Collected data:
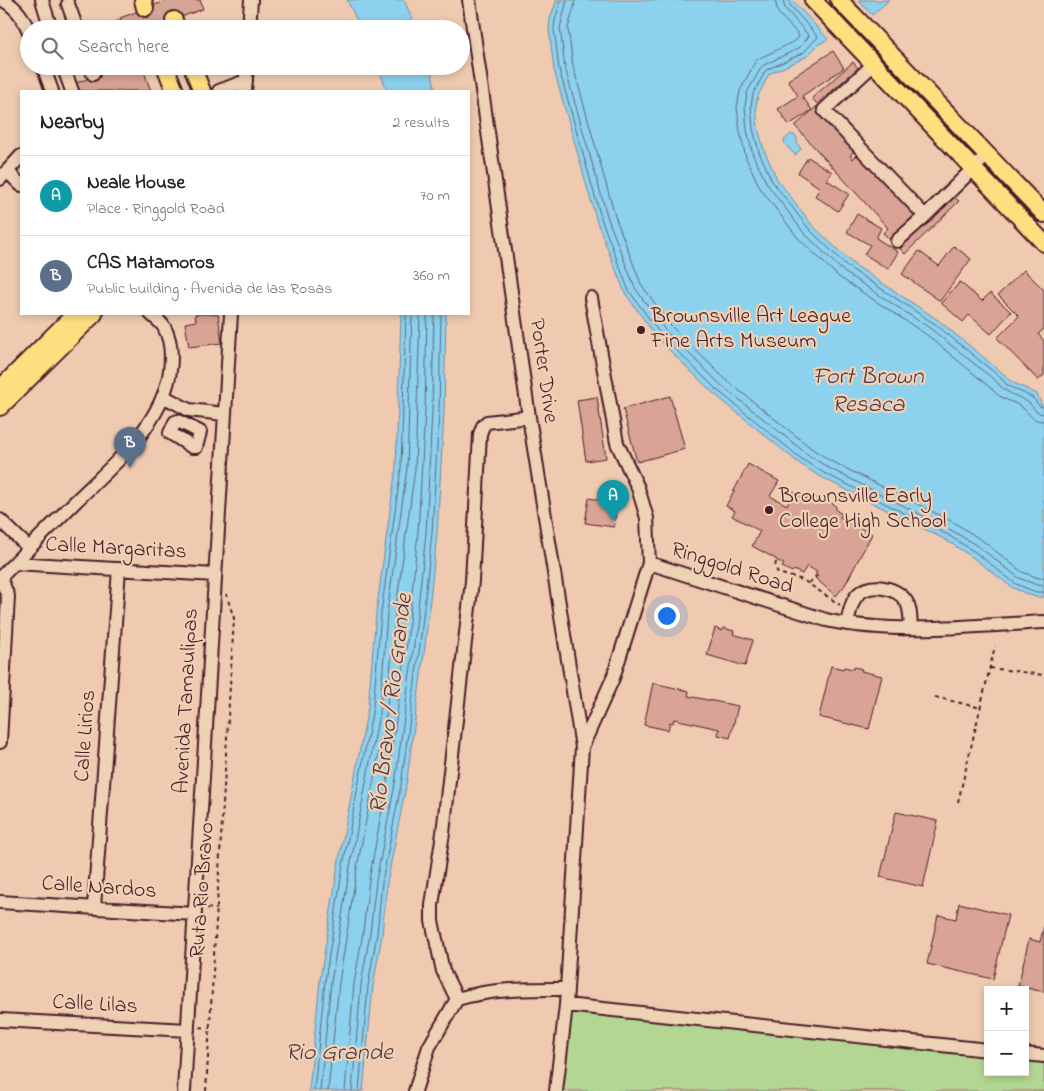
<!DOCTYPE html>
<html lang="en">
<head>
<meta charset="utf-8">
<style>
  :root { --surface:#fff; --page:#f6f6f6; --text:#202124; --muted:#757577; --line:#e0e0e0; --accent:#111827 }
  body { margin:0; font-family:"Indie Flower",sans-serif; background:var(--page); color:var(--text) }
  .controls { position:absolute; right:15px; bottom:15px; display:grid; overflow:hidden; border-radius:0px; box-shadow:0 2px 8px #0003 }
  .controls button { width:45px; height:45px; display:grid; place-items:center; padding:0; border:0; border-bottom:1px solid var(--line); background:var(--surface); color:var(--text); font:25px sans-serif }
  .you { position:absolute; left:666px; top:615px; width:18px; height:18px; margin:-12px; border:4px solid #fff; border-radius:50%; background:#1a73e8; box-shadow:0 0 0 8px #1a73e833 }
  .badge { display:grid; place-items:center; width:32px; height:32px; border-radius:50%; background:var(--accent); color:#fff; font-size:16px; font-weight:700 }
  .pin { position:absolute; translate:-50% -41px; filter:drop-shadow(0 1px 2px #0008) }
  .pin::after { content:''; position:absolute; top:26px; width:18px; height:15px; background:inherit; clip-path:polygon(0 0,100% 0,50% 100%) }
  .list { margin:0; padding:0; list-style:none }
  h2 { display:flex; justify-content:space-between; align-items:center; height:65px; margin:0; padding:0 20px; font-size:21px }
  h2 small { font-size:16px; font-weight:400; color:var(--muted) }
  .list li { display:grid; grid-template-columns:32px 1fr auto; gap:15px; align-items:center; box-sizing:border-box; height:80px; padding:0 20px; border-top:1px solid var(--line) }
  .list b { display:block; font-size:19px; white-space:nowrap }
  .list p { margin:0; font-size:16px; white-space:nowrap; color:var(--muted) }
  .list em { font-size:16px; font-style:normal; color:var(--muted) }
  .icon { flex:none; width:28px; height:28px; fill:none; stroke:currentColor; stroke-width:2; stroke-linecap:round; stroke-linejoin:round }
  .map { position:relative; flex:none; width:1044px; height:1091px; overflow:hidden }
  .search { position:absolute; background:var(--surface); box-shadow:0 2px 8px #0003; left:20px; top:20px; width:450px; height:55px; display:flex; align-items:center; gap:12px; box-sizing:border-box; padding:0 18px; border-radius:28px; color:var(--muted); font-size:19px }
  .panel { position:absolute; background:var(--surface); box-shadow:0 2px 8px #0003; left:20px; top:90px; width:450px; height:225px; border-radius:0px }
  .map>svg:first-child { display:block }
</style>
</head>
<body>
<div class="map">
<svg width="1044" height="1091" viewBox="0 0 1044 1091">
  <rect width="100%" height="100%" fill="#efcab0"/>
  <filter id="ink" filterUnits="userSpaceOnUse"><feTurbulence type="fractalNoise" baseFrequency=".02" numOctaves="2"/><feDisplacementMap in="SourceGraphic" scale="10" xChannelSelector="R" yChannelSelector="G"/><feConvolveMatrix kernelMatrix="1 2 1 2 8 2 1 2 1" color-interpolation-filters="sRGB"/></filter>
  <g filter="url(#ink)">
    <path fill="#b3d792" stroke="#7e7b5e" d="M566,1005l422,44v23h37v-19l19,2v36h-487z"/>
    <path fill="#8cd1ee" stroke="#728aa0" d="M347,0h57l13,29h-56z
      M556,0h236l36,39 -10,6 -12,12 -37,17 -11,22 -2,10 2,22 6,22 13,29 36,47 39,37 86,57 67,55 5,6 27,13 7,16v187h-9l-22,-9 -41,-31 -26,-17 -125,-63 -21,-13 -87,-71 -56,-55 -32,-45 -28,-71 -43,-152 -5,-41 1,-10 6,-17z
      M858,0h31l-17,15z
      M378,66h52l6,25h-49z
      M791,134l5,2 2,9 3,4 -6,6 -10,-11 -1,-4z
      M401,314h45l-2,98 -7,122 -12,112 -19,140 -19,97 -5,52 -9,51 -10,105h-54l11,-111 18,-115 30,-158 8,-94 20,-146z"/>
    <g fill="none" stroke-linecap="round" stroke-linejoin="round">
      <path stroke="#646679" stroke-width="1" d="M561,0l-6,20 -1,8 5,41 43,152 27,70 32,44 55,54 87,71 21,13 124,62 27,17 41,32 20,8h8
        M567,0l-7,28 5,40 43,151 27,69 30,42 55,54 87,70 20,13 124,63 28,17 40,31 18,7 7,1
        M575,0l-1,7 -6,21 5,38 42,150 26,68 30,42 54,53 86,69 20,13 124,62 28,18 39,31 17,6h5
        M775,0l3,13 20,21 1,3 -4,4 -39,19 -16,31 -3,16 3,25 6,26 14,30 38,50 41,39 88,58 64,53c11,14 23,12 33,21 7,7 9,12 20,12
        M783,0l2,8 24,28 -10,12 -37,18 -15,27 -2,13 2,24 6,25 14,29 37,49 40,39 87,57 66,53c8,12 20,13 31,20 6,5 6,11 16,12
        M789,0l1,5 28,32 -15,16 -37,17 -13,24 -2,12 2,23 6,23 13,29 37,48 39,38 87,57 66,54 6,7 26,13 6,8 5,1
        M314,1091l11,-110 18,-116 30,-157 8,-95 20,-145 5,-154
        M320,1091l11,-109 19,-115 30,-158 7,-95 20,-146 5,-154
        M328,1091l11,-108 18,-115 30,-158 8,-95 20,-146 5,-155
        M345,1091l9,-107 9,-52 6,-52 18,-97 20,-140 11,-111 7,-120 2,-98
        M352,1091l9,-106 9,-52 6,-52 19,-97 19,-140 12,-111 6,-121 2,-98
        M359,1091l9,-105 9,-52 5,-52 19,-97 19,-140 12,-112 7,-121 2,-98"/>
    </g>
    <path fill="#d9a395" stroke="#4a1f2b" d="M168,0h32l3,9 -55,20h-24l-4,-11z
      M121,20l3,9h-28z
      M833,51l11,17 -42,28 10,14 -23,15 -11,-16 20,-13 -10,-16z
      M853,62l5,6 -41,36 -5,-6z
      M108,66h34l9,25h-71l-4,-8 34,-13z
      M817,106l39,44 -6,5 3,4 8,-8 57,62 -29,26 -6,-6 5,-5 -93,-102z
      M808,157l24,15 -5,8 22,14 -11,17 -23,-15 5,-8 -22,-15z
      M953,196l6,5 -54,53 -5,-5z
      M857,214l24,14 -5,10 22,14 -10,17 -24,-15 6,-9 -23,-13z
      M954,246l17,13 -31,42 -38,-27 17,-23 20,15z
      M1024,270l20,20v39l-6,5 6,7v34l-6,5 -41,-42 22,-22 -21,-21z
      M960,282l22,19 8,-8 21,19 -20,22 -22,-19 -6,7 -22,-19z
      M195,314h23l4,29 -33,4 -4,-24 11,-2z
      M670,396l15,53 -48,13 -14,-53z
      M597,397l9,61 -20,3 -9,-61z
      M748,464l31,17 -9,15 17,9 7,-13 12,7 2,-4 5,3 6,-1 16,8 2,6 5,3 -2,3 32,17 -27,51 -9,11 -21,-18 3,-2 -3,-2 2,-2 -10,-6 -5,8 -8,-4 -2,2 -10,-5 2,-3 -8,-4v-1l-24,-13 8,-15 -28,-15 3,-5 -9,-5z
      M589,498l28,5 -3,24 -29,-4z
      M715,628l7,3 1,-3 11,3 -1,3 20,6 -8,26 -38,-11z
      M831,666l12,3 1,-2 9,2 1,-2 8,2 -1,2 21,5 -13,53 -50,-12z
      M653,683l36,8 -1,5 50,10 -8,32 -12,-3 1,-6 -45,-10 -1,4 -3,-1 -2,8 -24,-5z
      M896,812l42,9 -15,66 -43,-10z
      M959,903l49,12 -15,64 -66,-15 11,-49 18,4z
      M1044,926v66l-26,-6 11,-47 11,3z"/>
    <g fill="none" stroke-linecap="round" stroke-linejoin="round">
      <path stroke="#cea895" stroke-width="16" stroke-dasharray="16 8" stroke-linecap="butt" d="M168,0l6,20
        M145,8l6,21"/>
      <g stroke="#4a1f2b" stroke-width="16">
        <path id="minor" d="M3,0c14,8 20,17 26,32
          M42,0l9,29
          M469,0l60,417 53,330
          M68,4l9,25
          M249,29l2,-29
          M874,64l-50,46 101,106
          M43,66l9,25
          M63,66l9,25
          M90,66l3,8
          M219,91l27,-10
          M245,91l2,-25
          M7,171l14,14
          M0,179l21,-23
          M897,241l28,-25 62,-61
          M591,298l26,145 21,45 9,30 2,45 177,57c68,15 149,6 218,2
          M163,396l26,14 35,4
          M178,421l22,11 -4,15h-4l-22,-14 5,-11z
          M0,520l29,28
          M15,563l200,12
          M0,578c25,-26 50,-51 75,-76 40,-39 96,-84 96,-145 0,-10 -2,-21 -7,-30 -3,-5 -9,-9 -13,-13
          M847,624c2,-8 3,-18 8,-26 11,-17 41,-12 51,3 5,7 4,18 5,27
          M0,742l8,-146 -8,-19
          M0,902l195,12
          M94,907l25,-338
          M457,999l-14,-28 -11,-50v-16l11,-72 29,-252 8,-147 3,-8 4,-4 42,-5
          M566,1005l422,45
          M0,1020l188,10
          M1025,1054l19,2
          M184,1091l47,-777
          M415,1091l14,-44 28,-48c36,-11 73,-10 110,-10
          M556,1091l10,-86 16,-258 31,-69 36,-115"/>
      </g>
      <g stroke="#4a1f2b" stroke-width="20">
        <path id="major" d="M143,0l2,8
          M813,0l231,243
          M839,0l205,214
          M174,20l2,9
          M165,66l10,25
          M192,66l10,25
          M0,389l75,-75
          M0,407l94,-93"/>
      </g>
      <path stroke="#4a1f2b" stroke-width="2" stroke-dasharray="4 4" stroke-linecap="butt" d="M776,562l-1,5 3,6 25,7 37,25
        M809,583l7,-7
        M990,668l54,7
        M935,697l46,11
        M958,802l37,-156
        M207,908l10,1
        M200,1027l10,1
        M206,1091l28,-473 -8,-24"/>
      <use href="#minor" stroke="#efd1b5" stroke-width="12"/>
      <use href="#major" stroke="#fedf80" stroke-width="16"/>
    </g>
  </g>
  <g fill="#4a1f2b" stroke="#efd1b5" stroke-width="2">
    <circle cx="641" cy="330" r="5"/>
    <circle cx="769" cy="510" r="5"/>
  </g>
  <g text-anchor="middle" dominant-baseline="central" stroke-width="4.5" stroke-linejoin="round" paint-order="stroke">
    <g font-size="22" fill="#4a1f2b" stroke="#efd1b5" text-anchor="start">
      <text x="651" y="317">Brownsville Art League<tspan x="651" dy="25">Fine Arts Museum</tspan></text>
      <text x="779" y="497">Brownsville Early<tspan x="779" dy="25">College High School</tspan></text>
    </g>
    <g font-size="22" fill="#4a1f2b" stroke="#efd1b5">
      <text transform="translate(543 371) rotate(82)">Porter Drive</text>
      <text transform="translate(116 549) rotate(3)">Calle Margaritas</text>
      <text transform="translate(732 569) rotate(18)">Ringgold Road</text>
      <text transform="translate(187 701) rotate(-87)">Avenida Tamaulipas</text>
      <text transform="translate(86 736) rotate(-86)">Calle Lirios</text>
      <text transform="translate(99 888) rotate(4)">Calle Nardos</text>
      <text transform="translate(203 890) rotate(-86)">Ruta Rio Bravo</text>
      <text transform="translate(95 1005) rotate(3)">Calle Lilas</text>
    </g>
    <g font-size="24" font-style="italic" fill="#543a48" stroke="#efd1b5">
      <text x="868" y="377">Fort Brown<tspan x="868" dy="28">Resaca</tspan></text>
      <text transform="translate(392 704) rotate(-83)">Río Bravo / Rio Grande</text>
      <text x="339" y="1053">Rio Grande</text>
    </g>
  </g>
</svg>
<div class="controls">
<button>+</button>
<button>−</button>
</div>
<div class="you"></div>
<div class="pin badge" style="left:613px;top:521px;background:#0f9aa8">A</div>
<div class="pin badge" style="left:130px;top:468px;background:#5c6f8a">B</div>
<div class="search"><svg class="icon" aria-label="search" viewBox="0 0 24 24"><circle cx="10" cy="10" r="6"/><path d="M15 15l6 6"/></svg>Search here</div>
<section class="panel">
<h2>Nearby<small>2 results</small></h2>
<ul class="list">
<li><span class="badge" style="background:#0f9aa8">A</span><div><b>Neale House</b><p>Place · Ringgold Road</p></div><em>70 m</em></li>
<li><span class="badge" style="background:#5c6f8a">B</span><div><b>CAS Matamoros</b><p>Public building · Avenida de las Rosas</p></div><em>360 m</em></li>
</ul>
</section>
</div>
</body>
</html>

• _What is needed_: Every line containing the string "sans" is required; copy each such line from the data.

• _Response_:
  body { margin:0; font-family:"Indie Flower",sans-serif; background:var(--page); color:var(--text) }
  .controls button { width:45px; height:45px; display:grid; place-items:center; padding:0; border:0; border-bottom:1px solid var(--line); background:var(--surface); color:var(--text); font:25px sans-serif }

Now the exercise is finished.